City firms told to warn employees about risk of drug and alcohol addiction

City firms should do more to warn their employees about the risk of drug and alcohol addiction, an official report has claimed.


city drug problemAn investigation by City of London Corporation found that while treatment and support were available, not enough was being done to prevent addiction taking hold.

Square Mile addiction specialist Richard Kingdon said some City workers could take up to three grammes of cocaine a day, often to keep them going after heavy nights out.

Mr Kingdon, of City Beacon, added that last month was particularly busy for counsellors as staff who stopped drinking for January went “back on it”. Today he urged financial, insurance and legal firms to discuss the dangers of addiction more openly with their staff, saying: “Speaking about drugs in the City is still taboo.”

The corporation’s review of drug and alcohol services, due to be presented tomorrow, states: “Within the City worker population, there is a particular risk-taking culture that may contribute to the development of health issues and addictions.

“This has the potential to impact on both City workers and their employers. There is also potential to research the role of City employers as ‘enablers’.”

The review found that combined use of cocaine and alcohol could contribute to violent crime in the Square Mile.

Part of the problem when treating addiction, according to the report, is that “City workers do not like to admit that they have relinquished control”.

It states: “To date, drug and/or alcohol prevention work with workers or business in the City has been of limited scope and of unknown efficacy.”

The review added that time-poor City workers found public health addiction services for the Square Mile, run in neighbouring Hackney, were “useful” but too far away.

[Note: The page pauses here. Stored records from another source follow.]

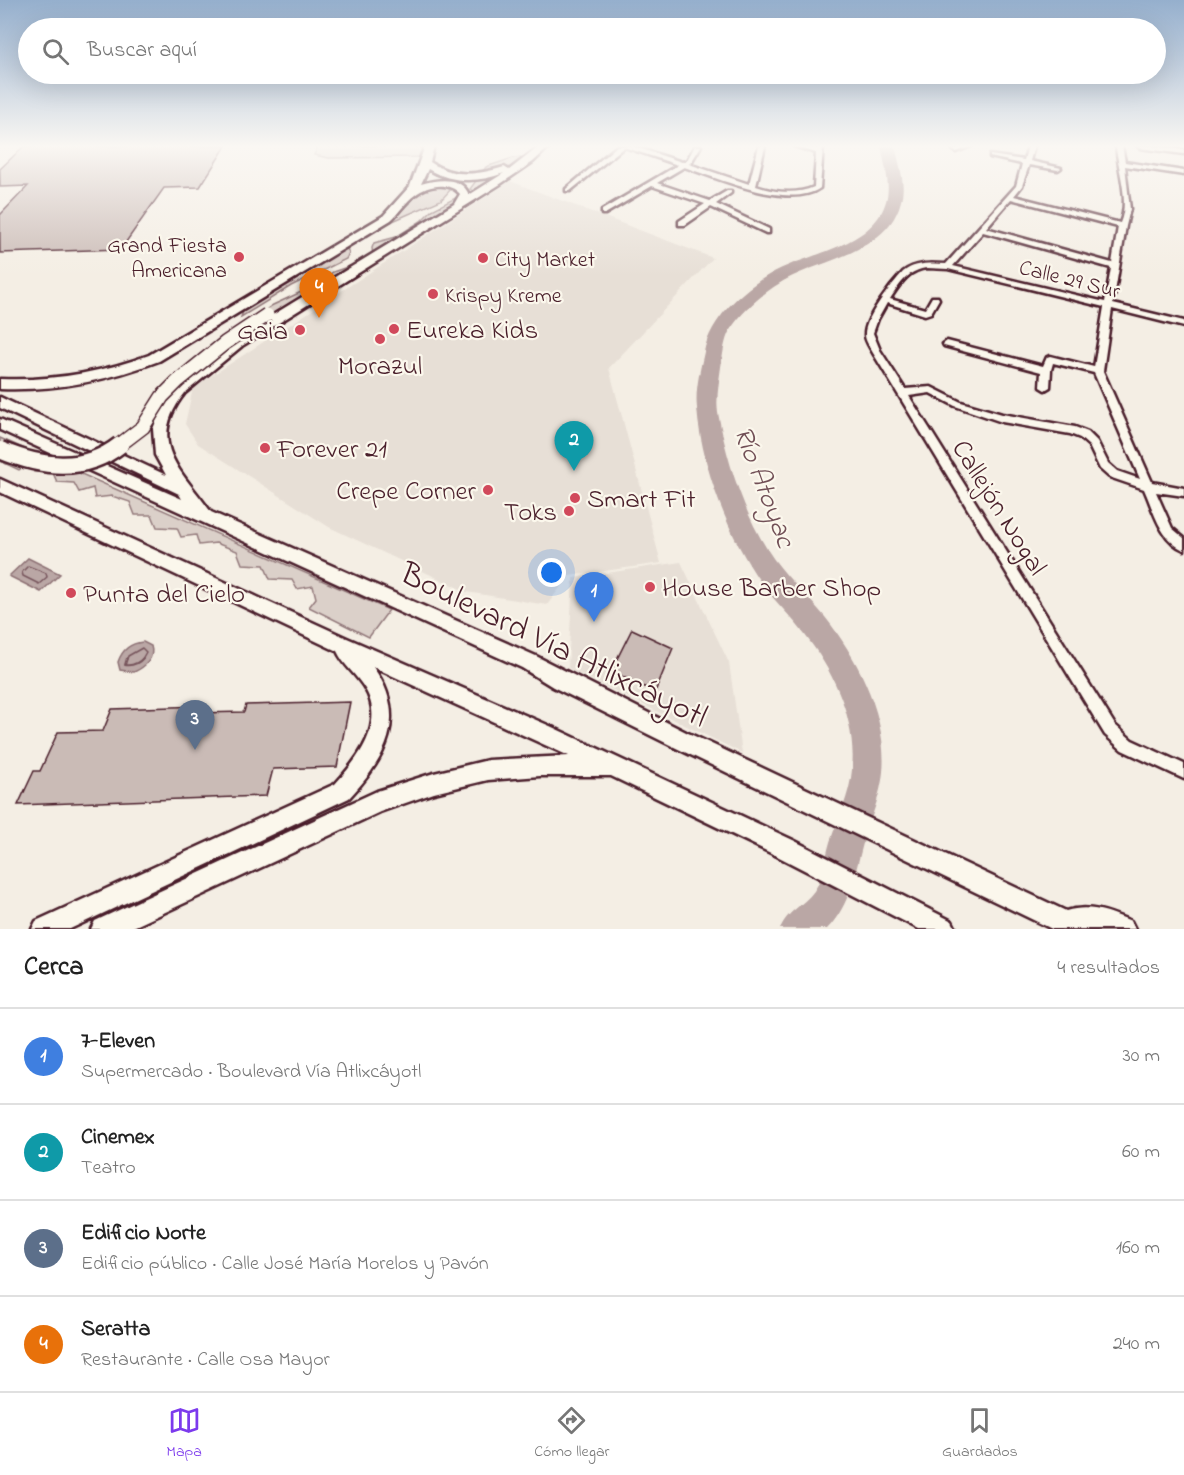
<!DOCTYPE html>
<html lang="es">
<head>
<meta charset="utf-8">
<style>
	body { margin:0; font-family:"Indie Flower",sans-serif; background:#f2f2f2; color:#222 }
	.you { position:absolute; left:552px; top:573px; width:21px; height:21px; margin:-15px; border:4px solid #fff; border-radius:50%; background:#1a73e8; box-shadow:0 0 0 9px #1a73e833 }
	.badge { display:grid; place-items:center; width:39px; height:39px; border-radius:50%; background:#7c3aed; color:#fff; font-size:20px; font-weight:700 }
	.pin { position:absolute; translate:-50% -50px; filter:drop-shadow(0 2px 3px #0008) }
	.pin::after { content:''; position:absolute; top:32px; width:21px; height:18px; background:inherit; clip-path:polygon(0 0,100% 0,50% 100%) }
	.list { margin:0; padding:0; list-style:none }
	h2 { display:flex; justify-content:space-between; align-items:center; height:78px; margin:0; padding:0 24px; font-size:26px }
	h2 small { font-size:20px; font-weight:400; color:#767676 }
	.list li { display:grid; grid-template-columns:39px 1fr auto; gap:18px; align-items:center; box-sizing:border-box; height:96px; padding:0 24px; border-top:2px solid #e0e0e0 }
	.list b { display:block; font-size:22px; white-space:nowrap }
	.list p { margin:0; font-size:20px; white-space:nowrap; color:#767676 }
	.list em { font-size:20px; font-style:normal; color:#767676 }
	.icon { flex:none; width:33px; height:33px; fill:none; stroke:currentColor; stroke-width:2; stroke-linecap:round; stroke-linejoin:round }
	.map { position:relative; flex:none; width:1184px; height:929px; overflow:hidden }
	.search { position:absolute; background:#fff; box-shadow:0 6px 24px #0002; left:18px; right:18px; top:18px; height:66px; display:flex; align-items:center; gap:15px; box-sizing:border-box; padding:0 21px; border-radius:33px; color:#767676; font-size:22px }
	.sheet { height:462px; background:#fff }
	nav { display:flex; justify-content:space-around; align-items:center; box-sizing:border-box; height:84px; border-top:2px solid #e0e0e0; background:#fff; font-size:16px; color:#767676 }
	nav a { display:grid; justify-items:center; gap:3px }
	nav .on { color:#7c3aed }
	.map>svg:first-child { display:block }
	.built { fill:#e7dfd6 }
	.green { fill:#dbd0c9; stroke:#92787a; stroke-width:1.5 }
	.water { fill:#baa7a5; stroke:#8d7174; stroke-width:1.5 }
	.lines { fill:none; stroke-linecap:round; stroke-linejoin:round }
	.shore-far1 { stroke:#77555c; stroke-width:1.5 }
	.shore { stroke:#77555c; stroke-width:2 }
	.river { fill:#baa7a5; fill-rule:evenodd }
	.building { fill:#cabbb6; stroke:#4a1f2b; stroke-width:1.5 }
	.street-casing { stroke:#4a1f2b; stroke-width:5 }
	.secondary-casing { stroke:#4a1f2b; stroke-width:5 }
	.street { fill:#fbf7ec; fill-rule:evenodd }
	.secondary { fill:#fbf7ec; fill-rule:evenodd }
	.secondary-bridge-far1-casing { stroke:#4a1f2b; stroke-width:16; stroke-linecap:butt }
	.secondary-bridge-casing { stroke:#4a1f2b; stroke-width:21; stroke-linecap:butt }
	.secondary-bridge-far1 { stroke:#fbf7ec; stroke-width:13 }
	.secondary-bridge { stroke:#fbf7ec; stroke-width:16 }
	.poi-dot { fill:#d1495b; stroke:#fbf7ec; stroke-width:2 }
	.labels { text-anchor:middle; stroke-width:4.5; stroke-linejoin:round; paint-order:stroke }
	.far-poi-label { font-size:22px; fill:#4a1f2b; stroke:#fbf7ec; text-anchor:start }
	.far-street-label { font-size:22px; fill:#4a1f2b; stroke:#fbf7ec }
	.poi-label { font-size:27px; fill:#4a1f2b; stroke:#fbf7ec; text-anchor:start }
	.street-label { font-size:27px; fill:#4a1f2b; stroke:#fbf7ec }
	.water-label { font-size:28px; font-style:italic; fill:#714f56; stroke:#fbf7ec }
	.near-street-label { font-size:33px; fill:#4a1f2b; stroke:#fbf7ec }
</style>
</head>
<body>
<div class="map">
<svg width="1184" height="929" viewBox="0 0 1184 929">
	<rect width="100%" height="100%" fill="#f4eee4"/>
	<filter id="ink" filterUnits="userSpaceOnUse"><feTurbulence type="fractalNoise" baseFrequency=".0167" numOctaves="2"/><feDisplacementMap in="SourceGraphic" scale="12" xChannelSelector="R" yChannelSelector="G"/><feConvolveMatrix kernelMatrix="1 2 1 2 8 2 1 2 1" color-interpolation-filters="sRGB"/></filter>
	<g filter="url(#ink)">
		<path class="built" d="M510,181l203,77 -104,110 52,195 -92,13 -22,29 -80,-13 -138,-65 -131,-83 -13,-20 8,-36z
			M681,562l48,101 13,90 -174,-85 5,-90z"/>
		<path class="green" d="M318,146h104l-3,11 -90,1 -15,-3z
			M531,156l-57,36 -4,-3 16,-22 27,-9z
			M443,185l9,3 -11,12 -55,24 24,-21 13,-15z
			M461,195l1,5 -89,55 -1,-7 2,-5 22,-6 25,-16 11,-11z
			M347,248l2,6 -3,5 -55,27 -50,31 3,-8z
			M367,260l-101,62 -21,2 28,-19 39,-18 21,-15z
			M0,438l389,172 -20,27 -60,-30 7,-9 -3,-12 -16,3 -5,-9 -22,-1 -6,-14 -22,-1 -5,-13 -21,-8 -17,2 -3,-10 -15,2 -4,-9 -20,-1 -5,-12h-17l-5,-13 -18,-6 -17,2 -2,-10 -14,4 -5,-9 -17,-1 -4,-9 -19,-1 -2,-12 -13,10 -19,-9z"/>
		<path class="water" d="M28,558l32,16 -19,18 -32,-16z
			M143,642l8,4c4,12 -6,21 -17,26l-14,-2 -2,-8c4,-12 13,-19 25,-20z"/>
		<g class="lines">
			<path class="shore-far1" d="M28,566l18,7 1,4 -8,7 -16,-8 -1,-4z
				M127,659l1,-3 14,-8 4,4 -4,7"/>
			<path class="shore" d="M127,658l-2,7c8,1 13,-1 18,-7"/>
			<path class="river" d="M881,146h14c4,18 11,37 6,55 -12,48 -70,57 -108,75 -22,10 -50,33 -63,54 -6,11 -7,25 -9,37 -2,15 -5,31 -3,46 9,47 24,96 49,136 16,26 39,45 58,68 33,41 63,101 58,155 -2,23 -12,45 -19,68 -9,31 -13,65 -37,89h-47c8,-19 22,-22 34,-38 10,-14 11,-33 16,-49 8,-24 20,-47 22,-72 5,-49 -18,-98 -47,-135 -13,-18 -30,-33 -43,-51 -33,-46 -61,-118 -65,-176 -2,-18 3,-38 7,-56 7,-36 45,-69 78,-84 35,-16 96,-25 105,-71 3,-16 -3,-34 -6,-51z"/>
		</g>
		<path class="building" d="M24,146h202l-26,41 -36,1 -43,61 -121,4v-38l28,-29 -28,1v-18z
			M632,629l41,19 -18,44 -44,-21z
			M350,702l-13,65 -64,2 -7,27 -248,9 16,-34h6l18,-39 45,-1 9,-22 90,-3 -3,7 45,-1 2,-7z"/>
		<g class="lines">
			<defs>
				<path id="street" d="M617,146h15l50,16 5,-2 8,-14h6l-9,15 -3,3 60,20 10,-38h6l-9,40c18,6 40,9 58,1l2,-34 -22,-7h10l13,3v-3h6l-3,42c-30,22 -103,-10 -136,-21l-27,16 53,18 17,-10h4v2l-15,11 53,25v4h-3l-55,-26 -26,18h-6v-4l26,-17 -53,-18 -47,28h-3v-4l76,-45 -54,-18 -54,44h-4v-2z
					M963,146h9l-16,6 -3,-2z
					M1028,146h6l-4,15 31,7 -3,2 -29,-5 -7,21 -8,10 106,27c10,-23 -2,-53 -4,-77h6l3,16 59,9v4l-59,-9 5,43 -4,17 -13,78 71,17v6l-72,-18 -9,62 49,111 32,6v8l-28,-4 16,36 12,10v12c-24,-10 -30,-39 -40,-61l-35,-12 -9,-8 -11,-23 -9,-8 -10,-4 -68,-12 -47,-16 -25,-13 -21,3 206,329 17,15 52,24v15l-62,-29 -17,-15 -232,-382c-3,-6 -8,-12 -8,-18 -1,-17 27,-51 38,-63 12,-10 28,-9 43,-8l70,-78 6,-22 -32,-7v-2l34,5zM1011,199l107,28 -6,36 -126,-35zM983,232l128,36 -6,34 -152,-36zM928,268l20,1 156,38 -10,60 -44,-11 -3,1 -4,9 -96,-25 -4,3 1,2 97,26 -1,15 5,3 5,-3 1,-17 2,-7 41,10 46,106 -23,-8 -9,-8 -11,-22 -9,-9 -13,-5 -73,-13 -41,-12 -30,-15 -26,2 -25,-39 -7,-17 5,-14 9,-16 38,12 6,-2 8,-14 -1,-2h-6l-7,12 -35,-10c10,-15 19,-30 38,-31z
					M1137,146h16l31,4v4l-44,-6z"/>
				<path id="secondary" d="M425,146h9l-4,16c25,16 46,13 74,5l5,3 31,-24h10l-17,16 -34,23 -257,161 -57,47c-41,51 -2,79 26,119l325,144 150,76 380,179c24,-7 43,1 65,10l4,8h-83l-380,-183 -119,-59 -31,-19 -522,-238v-11l182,80 -3,-5 -179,-86v-11l166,78 -11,-20 -2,-26 11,-28 11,-14 57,-47 222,-136 6,-10c-11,-13 -33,-9 -45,1 -9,6 -16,18 -24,25l-232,141c-52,20 -103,30 -159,28v-10c52,2 100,-6 149,-24l234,-139 27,-30zM428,169c23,14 50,14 76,4l-35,22c-7,-19 -31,-16 -48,-11z
					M0,479l347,159 203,88 243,114 159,81 4,8h-37l-142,-73 -166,-80h-71l-52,4 -54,13 -54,19 -251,117h-38l4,-8 282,-130 57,-18 54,-13 81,-4 -196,-89c36,49 13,92 -24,131l-279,131h-38l4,-8 299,-137c23,-25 51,-60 30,-95 -8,-14 -22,-24 -28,-38l-337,-159z"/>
			</defs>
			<use href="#street" class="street-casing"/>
			<use href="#secondary" class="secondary-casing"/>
			<use href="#street" class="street"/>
			<use href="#secondary" class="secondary"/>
			<defs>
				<path id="secondary-bridge-far1" d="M118,446l25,-19 19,-30 16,-16 47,-38 42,-28"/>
				<path id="secondary-bridge" d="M0,450c41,17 83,24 120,-5"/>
			</defs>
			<use href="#secondary-bridge-far1" class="secondary-bridge-far1-casing"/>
			<use href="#secondary-bridge" class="secondary-bridge-casing"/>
			<use href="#secondary-bridge-far1" class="secondary-bridge-far1"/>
			<use href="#secondary-bridge" class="secondary-bridge"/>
		</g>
	</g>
	<linearGradient id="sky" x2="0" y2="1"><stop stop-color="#95afcd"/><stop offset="0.53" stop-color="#faf7f3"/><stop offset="1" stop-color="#faf7f3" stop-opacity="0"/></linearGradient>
	<rect width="1184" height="276" fill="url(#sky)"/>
	<g class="poi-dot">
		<circle cx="239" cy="257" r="6"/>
		<circle cx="483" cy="258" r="6"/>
		<circle cx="433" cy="294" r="6"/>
		<circle cx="394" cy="329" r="6"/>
		<circle cx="300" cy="330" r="6"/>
		<circle cx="380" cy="339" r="6"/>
		<circle cx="265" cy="448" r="6"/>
		<circle cx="488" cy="490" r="6"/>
		<circle cx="575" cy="498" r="6"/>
		<circle cx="569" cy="511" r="6"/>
		<circle cx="650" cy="587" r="6"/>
		<circle cx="71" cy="593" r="6"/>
	</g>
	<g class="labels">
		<g class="far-poi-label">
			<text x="227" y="252" text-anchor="end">Grand Fiesta<tspan x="227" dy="25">Americana</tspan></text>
			<text x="495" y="266">City Market</text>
			<text x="445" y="302">Krispy Kreme</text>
		</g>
		<g class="far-street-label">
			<text transform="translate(1070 278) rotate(14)" y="8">Calle 29 Sur</text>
		</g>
		<g class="poi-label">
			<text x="406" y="338">Eureka Kids</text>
			<text x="288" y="339" text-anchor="end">Gaia</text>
			<text x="380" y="374" text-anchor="middle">Morazul</text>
			<text x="277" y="457">Forever 21</text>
			<text x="476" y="499" text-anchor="end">Crepe Corner</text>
			<text x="587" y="507">Smart Fit</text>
			<text x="557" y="520" text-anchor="end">Toks</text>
			<text x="662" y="596">House Barber Shop</text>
			<text x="83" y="602">Punta del Cielo</text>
		</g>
		<g class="street-label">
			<text transform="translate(1000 507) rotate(58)" y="9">Callejón Nogal</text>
		</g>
		<g class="water-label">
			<text transform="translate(766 486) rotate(69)" y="10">Río Atoyac</text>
		</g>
		<g class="near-street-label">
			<text transform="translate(555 643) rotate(26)" y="12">Boulevard Vía Atlixcáyotl</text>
		</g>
	</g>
</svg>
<div class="you"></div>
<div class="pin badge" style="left:594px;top:622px;background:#3f7fe0">1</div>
<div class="pin badge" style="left:574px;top:471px;background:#0f9aa8">2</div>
<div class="pin badge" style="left:195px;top:750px;background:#5c6f8a">3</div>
<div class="pin badge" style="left:319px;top:318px;background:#e8710a">4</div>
<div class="search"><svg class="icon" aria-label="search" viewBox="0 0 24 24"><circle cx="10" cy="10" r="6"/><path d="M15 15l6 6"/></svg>Buscar aquí</div>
</div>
<section class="sheet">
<h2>Cerca<small>4 resultados</small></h2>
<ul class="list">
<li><span class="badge" style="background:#3f7fe0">1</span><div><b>7-Eleven</b><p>Supermercado · Boulevard Vía Atlixcáyotl</p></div><em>30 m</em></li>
<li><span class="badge" style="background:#0f9aa8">2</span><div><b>Cinemex</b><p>Teatro</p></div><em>60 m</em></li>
<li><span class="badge" style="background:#5c6f8a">3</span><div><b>Edificio Norte</b><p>Edificio público · Calle José María Morelos y Pavón</p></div><em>160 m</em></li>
<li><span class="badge" style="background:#e8710a">4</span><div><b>Seratta</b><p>Restaurante · Calle Osa Mayor</p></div><em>240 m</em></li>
</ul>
</section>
<nav>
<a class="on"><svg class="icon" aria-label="map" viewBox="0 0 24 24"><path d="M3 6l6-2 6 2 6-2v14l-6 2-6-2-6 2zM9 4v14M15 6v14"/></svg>Mapa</a>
<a><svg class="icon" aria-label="directions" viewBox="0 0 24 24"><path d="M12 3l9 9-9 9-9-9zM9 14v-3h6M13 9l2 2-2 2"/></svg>Cómo llegar</a>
<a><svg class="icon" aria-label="saved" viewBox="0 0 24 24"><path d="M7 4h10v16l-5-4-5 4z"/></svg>Guardados</a>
</nav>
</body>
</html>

Anti-addiction services in the City cost £430,000 annually. A focus on prevention follows a policy shift by Public Health England, the review states.

Mr Kingdon said addiction advice tended to be offered only “after the horse has bolted”.

He said: “We see men who are alpha males aged from about 25 to 45 years old, and are also seeing more women now, predominantly for alcohol, who experience blackouts.

“I’m seeing them because [addiction] has a knock-on effect on their loved ones or their job.”